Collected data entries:
*** Block opens ***

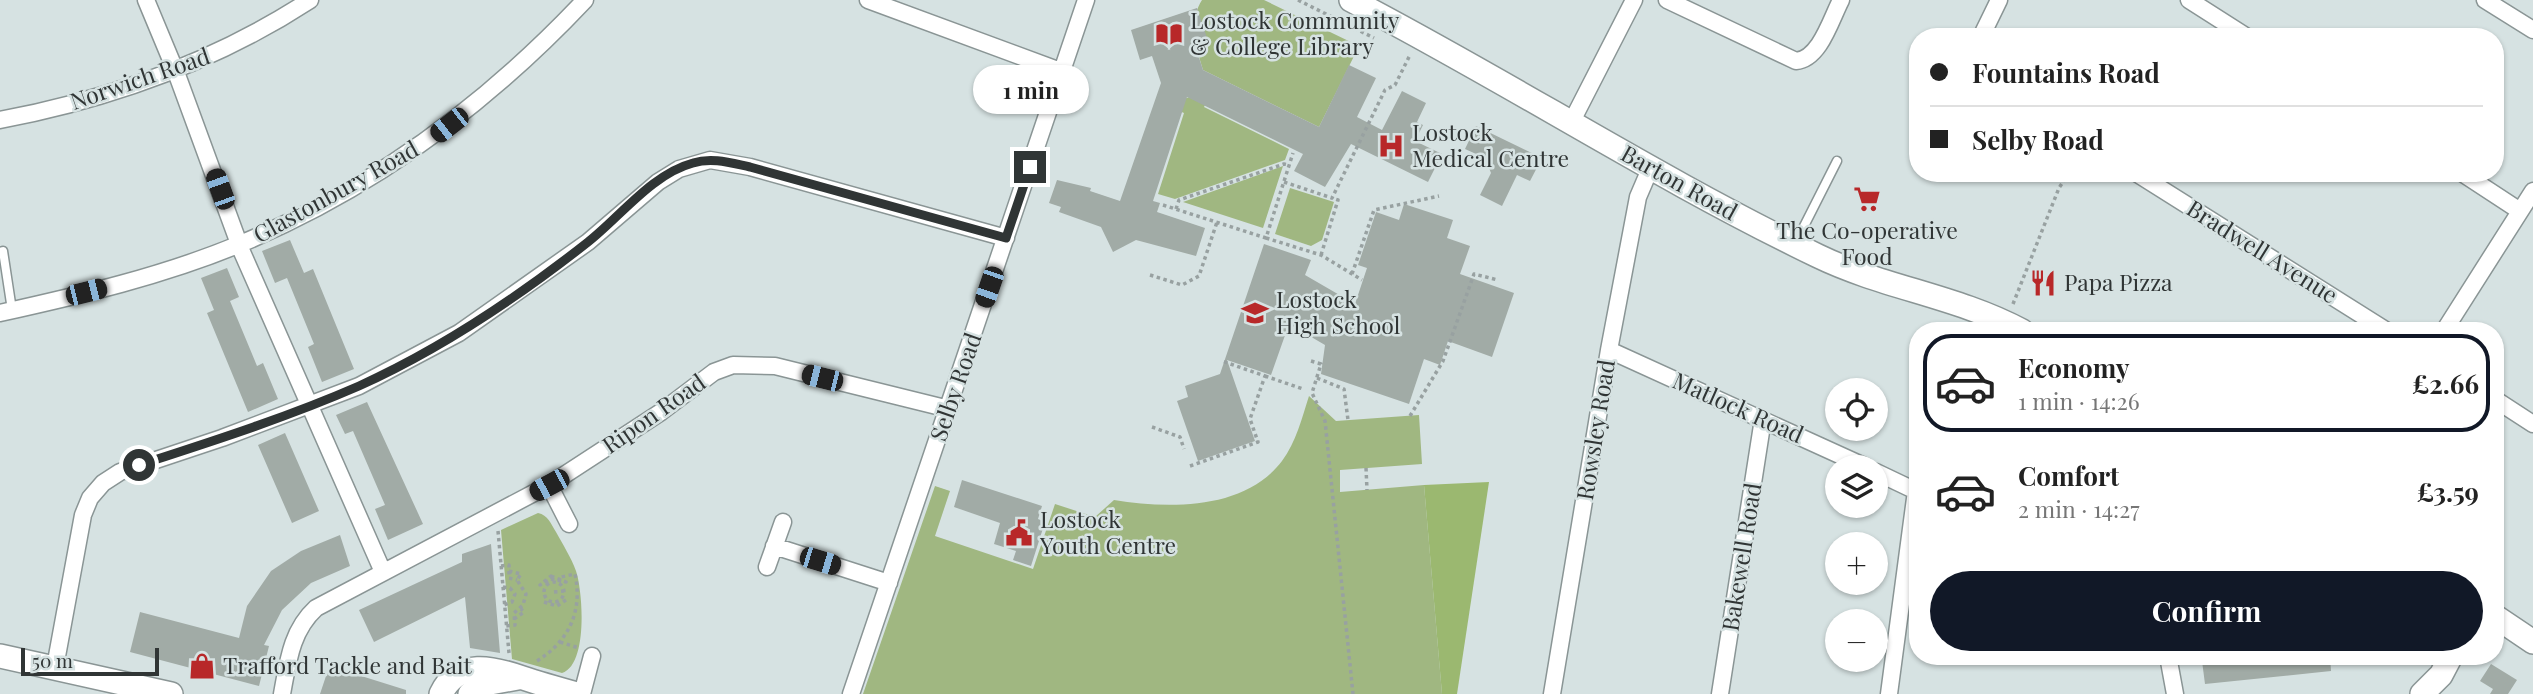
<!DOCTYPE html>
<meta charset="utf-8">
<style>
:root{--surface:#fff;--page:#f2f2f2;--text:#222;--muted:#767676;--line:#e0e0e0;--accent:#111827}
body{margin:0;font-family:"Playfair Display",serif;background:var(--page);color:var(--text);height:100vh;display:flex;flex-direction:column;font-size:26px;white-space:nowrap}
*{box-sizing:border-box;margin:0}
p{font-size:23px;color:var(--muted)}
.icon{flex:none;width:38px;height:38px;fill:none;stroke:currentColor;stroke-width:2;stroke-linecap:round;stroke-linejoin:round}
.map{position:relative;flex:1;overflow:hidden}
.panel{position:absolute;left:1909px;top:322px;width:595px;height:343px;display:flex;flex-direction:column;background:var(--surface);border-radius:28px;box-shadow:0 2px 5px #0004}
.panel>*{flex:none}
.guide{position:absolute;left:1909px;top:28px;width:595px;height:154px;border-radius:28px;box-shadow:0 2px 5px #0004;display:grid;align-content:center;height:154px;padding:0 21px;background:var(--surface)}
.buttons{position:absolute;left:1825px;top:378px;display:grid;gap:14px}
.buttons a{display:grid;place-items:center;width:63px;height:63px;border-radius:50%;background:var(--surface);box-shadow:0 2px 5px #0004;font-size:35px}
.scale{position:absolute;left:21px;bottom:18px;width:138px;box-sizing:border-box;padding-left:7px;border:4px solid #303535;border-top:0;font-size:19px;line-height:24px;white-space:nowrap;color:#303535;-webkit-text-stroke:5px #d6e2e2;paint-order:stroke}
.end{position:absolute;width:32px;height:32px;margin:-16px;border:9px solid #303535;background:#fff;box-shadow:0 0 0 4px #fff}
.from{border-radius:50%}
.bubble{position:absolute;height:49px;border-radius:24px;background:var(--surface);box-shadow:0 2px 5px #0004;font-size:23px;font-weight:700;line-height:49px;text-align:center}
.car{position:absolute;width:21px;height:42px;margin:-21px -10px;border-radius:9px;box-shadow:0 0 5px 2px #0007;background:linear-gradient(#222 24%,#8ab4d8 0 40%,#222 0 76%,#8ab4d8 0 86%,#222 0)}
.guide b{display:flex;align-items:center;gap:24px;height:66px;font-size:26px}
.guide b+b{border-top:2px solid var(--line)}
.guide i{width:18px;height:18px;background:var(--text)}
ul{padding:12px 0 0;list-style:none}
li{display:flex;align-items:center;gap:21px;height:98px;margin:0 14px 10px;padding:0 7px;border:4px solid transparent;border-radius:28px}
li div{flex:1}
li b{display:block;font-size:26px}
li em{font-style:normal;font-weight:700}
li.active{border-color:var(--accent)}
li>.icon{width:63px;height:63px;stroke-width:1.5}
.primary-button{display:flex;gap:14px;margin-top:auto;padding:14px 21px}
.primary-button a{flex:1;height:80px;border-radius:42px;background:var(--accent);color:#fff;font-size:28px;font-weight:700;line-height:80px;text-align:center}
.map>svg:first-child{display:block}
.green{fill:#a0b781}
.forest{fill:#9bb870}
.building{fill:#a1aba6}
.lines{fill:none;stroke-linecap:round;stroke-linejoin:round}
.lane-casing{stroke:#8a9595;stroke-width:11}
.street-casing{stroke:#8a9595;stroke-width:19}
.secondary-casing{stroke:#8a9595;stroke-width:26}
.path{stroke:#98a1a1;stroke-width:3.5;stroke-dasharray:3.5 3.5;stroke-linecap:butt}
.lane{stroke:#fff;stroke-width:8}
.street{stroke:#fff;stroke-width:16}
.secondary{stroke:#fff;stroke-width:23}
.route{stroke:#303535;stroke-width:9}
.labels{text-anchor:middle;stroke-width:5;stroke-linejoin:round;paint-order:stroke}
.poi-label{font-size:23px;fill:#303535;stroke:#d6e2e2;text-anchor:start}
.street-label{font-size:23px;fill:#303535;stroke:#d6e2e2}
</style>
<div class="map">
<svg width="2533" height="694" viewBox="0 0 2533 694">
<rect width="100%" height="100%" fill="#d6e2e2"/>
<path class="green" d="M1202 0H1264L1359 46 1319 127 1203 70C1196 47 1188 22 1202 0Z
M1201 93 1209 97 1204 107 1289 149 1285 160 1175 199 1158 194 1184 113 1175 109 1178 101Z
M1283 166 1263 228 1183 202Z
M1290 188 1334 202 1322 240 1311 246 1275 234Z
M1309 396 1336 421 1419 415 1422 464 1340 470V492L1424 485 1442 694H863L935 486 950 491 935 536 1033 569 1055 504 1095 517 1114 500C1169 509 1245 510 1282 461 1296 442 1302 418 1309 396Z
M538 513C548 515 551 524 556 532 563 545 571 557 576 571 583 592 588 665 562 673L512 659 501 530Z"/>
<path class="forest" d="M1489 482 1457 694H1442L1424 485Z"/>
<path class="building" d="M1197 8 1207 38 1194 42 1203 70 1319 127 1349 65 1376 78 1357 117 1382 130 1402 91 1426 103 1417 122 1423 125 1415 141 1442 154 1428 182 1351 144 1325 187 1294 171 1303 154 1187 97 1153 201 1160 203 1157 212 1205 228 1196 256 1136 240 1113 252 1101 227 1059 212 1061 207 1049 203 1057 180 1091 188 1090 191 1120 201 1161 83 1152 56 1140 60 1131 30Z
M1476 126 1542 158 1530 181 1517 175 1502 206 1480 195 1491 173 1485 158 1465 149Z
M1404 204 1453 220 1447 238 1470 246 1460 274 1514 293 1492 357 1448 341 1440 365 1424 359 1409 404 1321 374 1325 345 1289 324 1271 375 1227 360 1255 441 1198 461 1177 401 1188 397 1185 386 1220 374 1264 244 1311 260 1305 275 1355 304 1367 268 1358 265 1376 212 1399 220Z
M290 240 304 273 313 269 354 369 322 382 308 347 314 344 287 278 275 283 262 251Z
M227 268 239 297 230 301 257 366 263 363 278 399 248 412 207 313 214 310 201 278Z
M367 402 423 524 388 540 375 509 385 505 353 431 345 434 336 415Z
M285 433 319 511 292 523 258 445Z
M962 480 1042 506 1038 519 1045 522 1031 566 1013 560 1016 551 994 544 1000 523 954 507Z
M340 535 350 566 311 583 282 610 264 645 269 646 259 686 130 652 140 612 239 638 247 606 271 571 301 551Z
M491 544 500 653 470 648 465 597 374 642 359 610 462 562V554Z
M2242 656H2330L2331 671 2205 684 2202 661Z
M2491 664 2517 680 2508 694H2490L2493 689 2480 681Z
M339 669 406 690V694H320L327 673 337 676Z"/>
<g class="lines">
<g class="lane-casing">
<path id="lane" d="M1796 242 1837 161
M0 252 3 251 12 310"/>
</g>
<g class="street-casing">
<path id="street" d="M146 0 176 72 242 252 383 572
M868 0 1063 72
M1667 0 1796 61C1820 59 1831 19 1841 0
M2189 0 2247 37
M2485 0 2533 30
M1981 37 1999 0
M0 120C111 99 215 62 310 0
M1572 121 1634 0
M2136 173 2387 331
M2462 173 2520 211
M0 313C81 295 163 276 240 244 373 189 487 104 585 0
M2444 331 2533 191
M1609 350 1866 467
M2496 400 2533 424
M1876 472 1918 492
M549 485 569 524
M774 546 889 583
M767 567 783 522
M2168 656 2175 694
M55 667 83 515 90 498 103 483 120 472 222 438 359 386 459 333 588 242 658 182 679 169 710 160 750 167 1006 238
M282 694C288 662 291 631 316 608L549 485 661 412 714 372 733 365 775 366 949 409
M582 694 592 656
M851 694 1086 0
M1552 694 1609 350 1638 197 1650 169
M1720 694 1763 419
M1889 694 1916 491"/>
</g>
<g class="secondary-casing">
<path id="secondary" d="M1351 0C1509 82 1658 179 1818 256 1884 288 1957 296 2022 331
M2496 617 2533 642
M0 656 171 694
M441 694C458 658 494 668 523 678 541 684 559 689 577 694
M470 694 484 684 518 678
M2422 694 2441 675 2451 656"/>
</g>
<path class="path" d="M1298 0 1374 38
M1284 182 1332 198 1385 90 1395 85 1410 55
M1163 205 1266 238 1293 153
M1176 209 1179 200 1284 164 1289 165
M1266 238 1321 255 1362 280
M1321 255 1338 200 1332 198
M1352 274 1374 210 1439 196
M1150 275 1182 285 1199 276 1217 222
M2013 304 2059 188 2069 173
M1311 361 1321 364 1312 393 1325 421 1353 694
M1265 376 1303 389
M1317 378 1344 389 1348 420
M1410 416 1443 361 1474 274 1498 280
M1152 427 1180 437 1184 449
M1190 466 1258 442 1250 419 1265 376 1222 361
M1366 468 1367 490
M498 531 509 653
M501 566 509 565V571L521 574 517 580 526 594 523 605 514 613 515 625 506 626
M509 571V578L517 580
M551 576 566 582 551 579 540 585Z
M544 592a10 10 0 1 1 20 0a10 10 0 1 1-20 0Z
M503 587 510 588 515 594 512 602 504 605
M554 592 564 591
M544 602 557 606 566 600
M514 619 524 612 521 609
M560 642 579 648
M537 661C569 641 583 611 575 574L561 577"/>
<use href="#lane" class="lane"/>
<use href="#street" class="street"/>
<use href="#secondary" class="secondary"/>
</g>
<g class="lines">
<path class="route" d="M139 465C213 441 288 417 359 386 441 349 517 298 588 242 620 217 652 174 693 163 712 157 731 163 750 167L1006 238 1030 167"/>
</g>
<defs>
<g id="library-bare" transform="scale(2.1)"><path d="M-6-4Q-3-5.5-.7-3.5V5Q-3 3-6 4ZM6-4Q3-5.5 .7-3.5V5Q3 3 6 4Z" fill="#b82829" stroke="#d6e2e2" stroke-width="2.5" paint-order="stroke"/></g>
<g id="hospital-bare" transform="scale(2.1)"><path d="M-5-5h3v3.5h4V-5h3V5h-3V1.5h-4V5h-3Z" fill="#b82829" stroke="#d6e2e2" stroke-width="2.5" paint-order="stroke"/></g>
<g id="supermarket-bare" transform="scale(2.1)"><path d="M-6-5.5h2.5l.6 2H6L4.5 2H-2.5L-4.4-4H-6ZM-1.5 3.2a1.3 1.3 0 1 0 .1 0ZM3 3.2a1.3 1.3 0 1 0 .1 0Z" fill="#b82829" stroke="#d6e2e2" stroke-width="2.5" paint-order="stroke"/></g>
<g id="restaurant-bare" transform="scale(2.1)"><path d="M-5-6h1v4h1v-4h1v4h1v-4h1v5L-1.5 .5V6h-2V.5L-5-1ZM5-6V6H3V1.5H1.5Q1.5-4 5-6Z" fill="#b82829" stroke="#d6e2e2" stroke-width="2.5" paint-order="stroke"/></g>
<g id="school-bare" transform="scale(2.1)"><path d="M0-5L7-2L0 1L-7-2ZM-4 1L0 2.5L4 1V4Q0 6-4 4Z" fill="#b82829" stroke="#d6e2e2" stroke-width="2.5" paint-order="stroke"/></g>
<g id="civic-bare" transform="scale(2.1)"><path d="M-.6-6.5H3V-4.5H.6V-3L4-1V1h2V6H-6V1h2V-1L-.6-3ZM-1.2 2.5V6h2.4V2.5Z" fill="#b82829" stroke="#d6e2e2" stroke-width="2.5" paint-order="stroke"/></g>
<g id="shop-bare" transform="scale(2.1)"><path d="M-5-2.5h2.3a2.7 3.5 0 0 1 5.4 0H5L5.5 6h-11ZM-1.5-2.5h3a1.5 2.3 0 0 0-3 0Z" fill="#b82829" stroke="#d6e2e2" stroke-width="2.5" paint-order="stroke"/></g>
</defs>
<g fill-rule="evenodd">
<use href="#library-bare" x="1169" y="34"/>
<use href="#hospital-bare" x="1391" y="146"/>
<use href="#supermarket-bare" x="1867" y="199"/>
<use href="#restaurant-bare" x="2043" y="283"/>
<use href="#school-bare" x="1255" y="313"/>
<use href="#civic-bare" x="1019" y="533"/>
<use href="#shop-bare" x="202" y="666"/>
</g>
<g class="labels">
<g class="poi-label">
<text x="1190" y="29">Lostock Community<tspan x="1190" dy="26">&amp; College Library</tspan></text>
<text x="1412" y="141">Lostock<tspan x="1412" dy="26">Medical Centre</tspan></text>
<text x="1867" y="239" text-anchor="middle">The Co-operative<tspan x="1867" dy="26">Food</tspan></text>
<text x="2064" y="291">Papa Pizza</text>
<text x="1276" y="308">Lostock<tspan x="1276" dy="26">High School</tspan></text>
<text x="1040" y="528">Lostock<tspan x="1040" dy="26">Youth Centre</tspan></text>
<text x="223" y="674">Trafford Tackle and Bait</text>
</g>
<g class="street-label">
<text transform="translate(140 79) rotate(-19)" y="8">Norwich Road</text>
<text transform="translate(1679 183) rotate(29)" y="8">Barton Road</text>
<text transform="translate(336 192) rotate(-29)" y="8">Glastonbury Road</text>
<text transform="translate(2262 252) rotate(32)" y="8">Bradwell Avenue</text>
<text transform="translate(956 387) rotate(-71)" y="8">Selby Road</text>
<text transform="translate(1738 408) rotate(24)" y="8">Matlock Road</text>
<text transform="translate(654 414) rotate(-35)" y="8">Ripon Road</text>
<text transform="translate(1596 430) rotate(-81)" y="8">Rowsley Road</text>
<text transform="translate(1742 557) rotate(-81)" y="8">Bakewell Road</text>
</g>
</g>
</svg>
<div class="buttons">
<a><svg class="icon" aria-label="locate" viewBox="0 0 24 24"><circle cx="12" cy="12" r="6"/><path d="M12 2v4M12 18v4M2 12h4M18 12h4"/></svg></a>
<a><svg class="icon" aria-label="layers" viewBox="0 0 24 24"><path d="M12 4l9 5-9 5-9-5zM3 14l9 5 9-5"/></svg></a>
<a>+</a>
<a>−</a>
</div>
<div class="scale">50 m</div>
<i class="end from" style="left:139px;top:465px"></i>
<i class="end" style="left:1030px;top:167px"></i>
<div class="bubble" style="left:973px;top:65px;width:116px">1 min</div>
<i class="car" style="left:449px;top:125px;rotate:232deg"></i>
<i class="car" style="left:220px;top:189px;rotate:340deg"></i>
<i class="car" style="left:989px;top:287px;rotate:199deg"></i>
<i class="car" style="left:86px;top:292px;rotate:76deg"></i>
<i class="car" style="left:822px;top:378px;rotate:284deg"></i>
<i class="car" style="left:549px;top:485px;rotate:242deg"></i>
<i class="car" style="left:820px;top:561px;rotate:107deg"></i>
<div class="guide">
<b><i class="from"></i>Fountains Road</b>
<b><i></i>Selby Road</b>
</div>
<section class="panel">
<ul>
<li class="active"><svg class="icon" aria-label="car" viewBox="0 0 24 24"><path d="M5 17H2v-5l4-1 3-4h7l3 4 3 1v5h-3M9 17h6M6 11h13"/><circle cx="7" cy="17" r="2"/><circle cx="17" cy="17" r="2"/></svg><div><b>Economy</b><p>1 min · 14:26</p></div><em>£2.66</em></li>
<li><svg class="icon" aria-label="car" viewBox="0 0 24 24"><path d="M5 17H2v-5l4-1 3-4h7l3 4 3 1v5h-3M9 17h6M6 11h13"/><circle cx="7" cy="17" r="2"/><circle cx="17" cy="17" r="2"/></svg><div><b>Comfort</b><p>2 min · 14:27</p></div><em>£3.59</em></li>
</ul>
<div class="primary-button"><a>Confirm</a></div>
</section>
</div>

*** Block closes ***

▶ _ABOUT THIS EXERCISE_
A single number, please: the count of lines above that contain the string "bubble".

▶ _WRITTEN SOLUTION_
2